Consiglio spassionato per la prossima volta: scegliere le conferenze che più interessano (magari anche tra quelle meno gettonate e con autori più giovani), pregare che Italo e Trenitalia non facciano scherzi e puntare sui piccoli editori (e, se interessa, sull’editoria digitale). E cercare di fare quanti più incontri si riesce con chi lavora nell’editoria, ad ogni livello. La Fiera è, più che altro, un luogo d’incontro tra appassionati e addetti ai lavori ;)
Immagino che le recensioni siano state scritte da persone alla prima visita (e per un solo giorno): l’esperienza aiuterà ad apprezzare l’evento. Posso dire che per me è diventato un appuntamento fisso (questo è stato il quinto anno consecutivo e per tre giorni). A chi mi chiede come organizzare la visita, rispondo chiedendo se sono dei lettori curiosi o standard. Nel senso che se uno vuole conoscere, allora lo indirizzo direttamente verso la zona delle piccole case editrici, e la sezione incubatore, dal momento che è perfettamente inutile andare negli stand delle grandi: tanto vale recarsi in una qualsiasi libreria. Consiglio anche gli stand delle nazioni estere. Quest’anno il Paese ospite è stato il Cile, ma è bellissimo ed interessante vedere i testi scritti con i caratteri arabi(c’era uno stand degli emirati) e con le pagine che si sfogliano al contrario. Per non parlare dei libri per ragazzi e bambini che hanno illustrazioni bellissime. Per quanto riguarda gli eventi, memore delle passate edizioni, dove ho trascorso molto tempo a fare le file perdendo l’occasione di ascoltare personaggi, magari di minor richiamo mediatico ma altrettanto interessanti o unici, ho seguito i miei interessi e mi sono fidato più dell’argomento discusso che del personaggio che lo avrebbe trattato.
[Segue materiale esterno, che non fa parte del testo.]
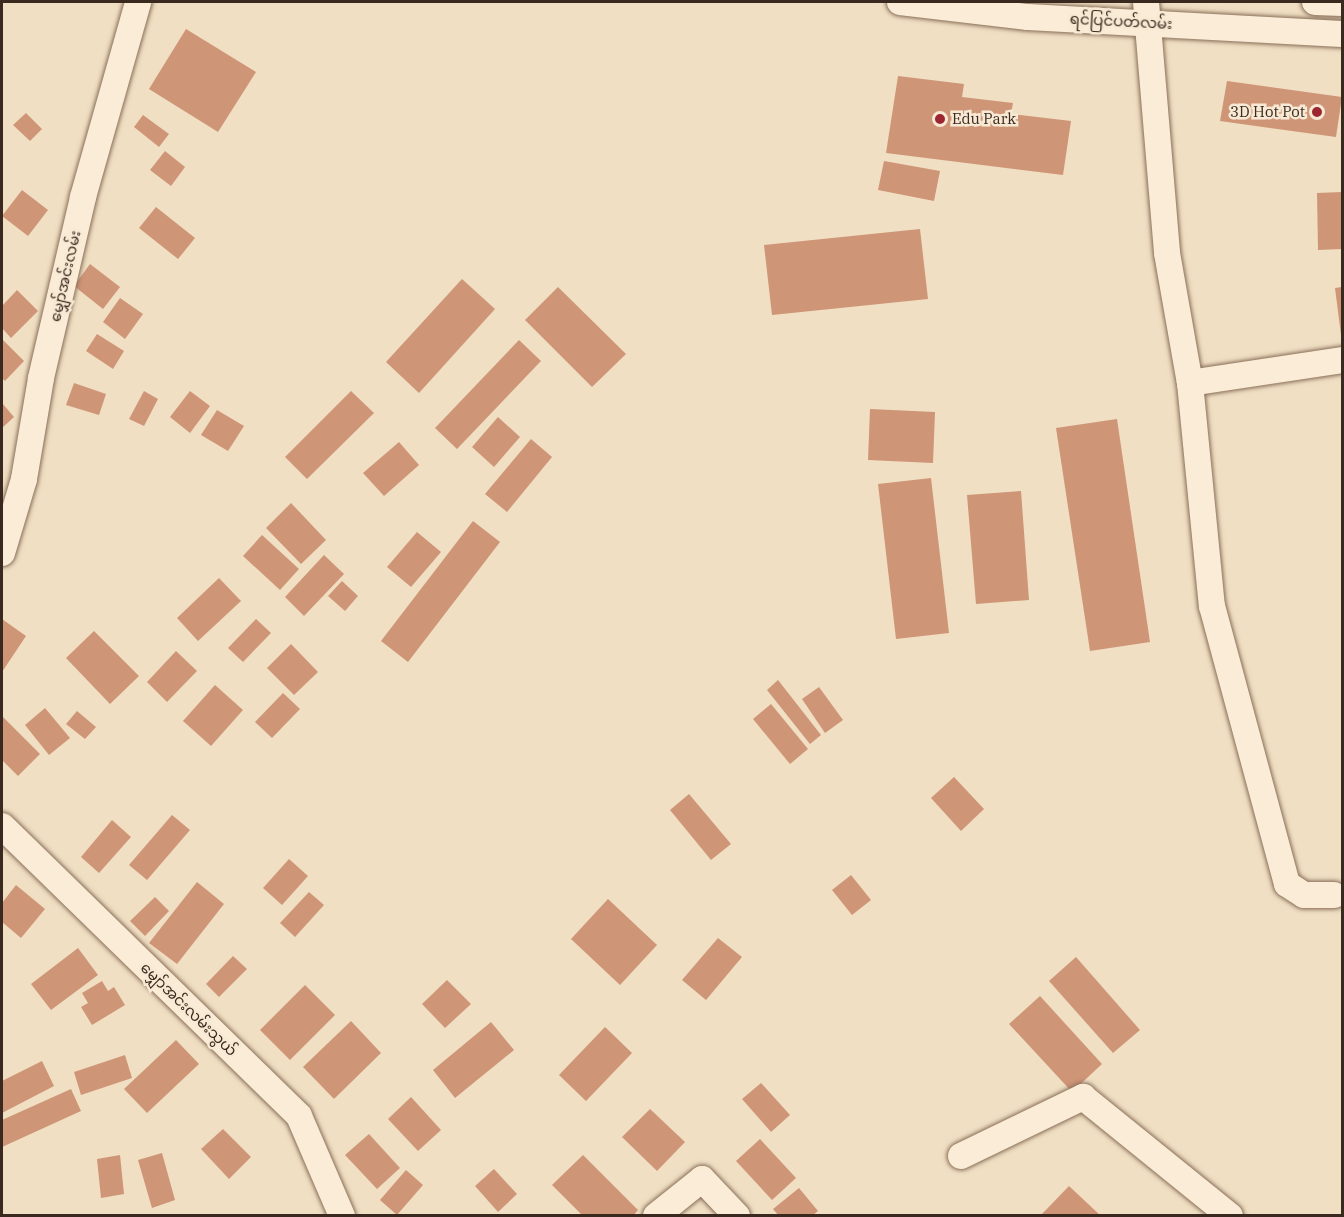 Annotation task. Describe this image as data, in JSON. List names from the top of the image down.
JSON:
{
  "streets": {
    "street": ["ရင်ပြင်ပတ်လမ်း", "မျှော်အင်းလမ်း", "မျှော်အင်းလမ်းသွယ်"]
  },
  "places": ["3D Hot Pot", "Edu Park"]
}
Concita de Gregorio facilmente la posso ascoltare anche fuori dal salone, Timur Vermes che presenta e firma il proprio libro, ritengo sia più improbabile ritrovarlo in Italia. Comunque non si può seguire tutto, qualcosa si perde senz’altro. L’importante è tornare soddisfatti e magari riuscire a visitare qualcuno degli innumerevoli musei presenti a Torino. P.S.: inutile dire che l’ideale sarebbe fermarsi almeno due giorni, prenotando magari con largo anticipo per sperare di trovare una sistemazione ad un prezzo umano.
Ciao e complimenti per il blog.
Ottimi consigli e belle dritte: verranno sicuramente sfruttati per le prossime volte ;)
E grazie per i complimenti a nome di tutta La Libreria Immaginaria ;)
Torino è comunque una città strepitosa, se poi ci metti una “festa del libro” e richiami tanti autori di successo, ben spesi saranno i soldi per il treno.
L’unica cosa brutta è dover essere di ritorno con un orario vincolato. Meglio spendere qualche giorno in più e non perdersi nemmeno mezza conferenza.
p.s. al posto vostro non sarei uscito vivo dal Salone del Libro. Avrei preso la residenza lì.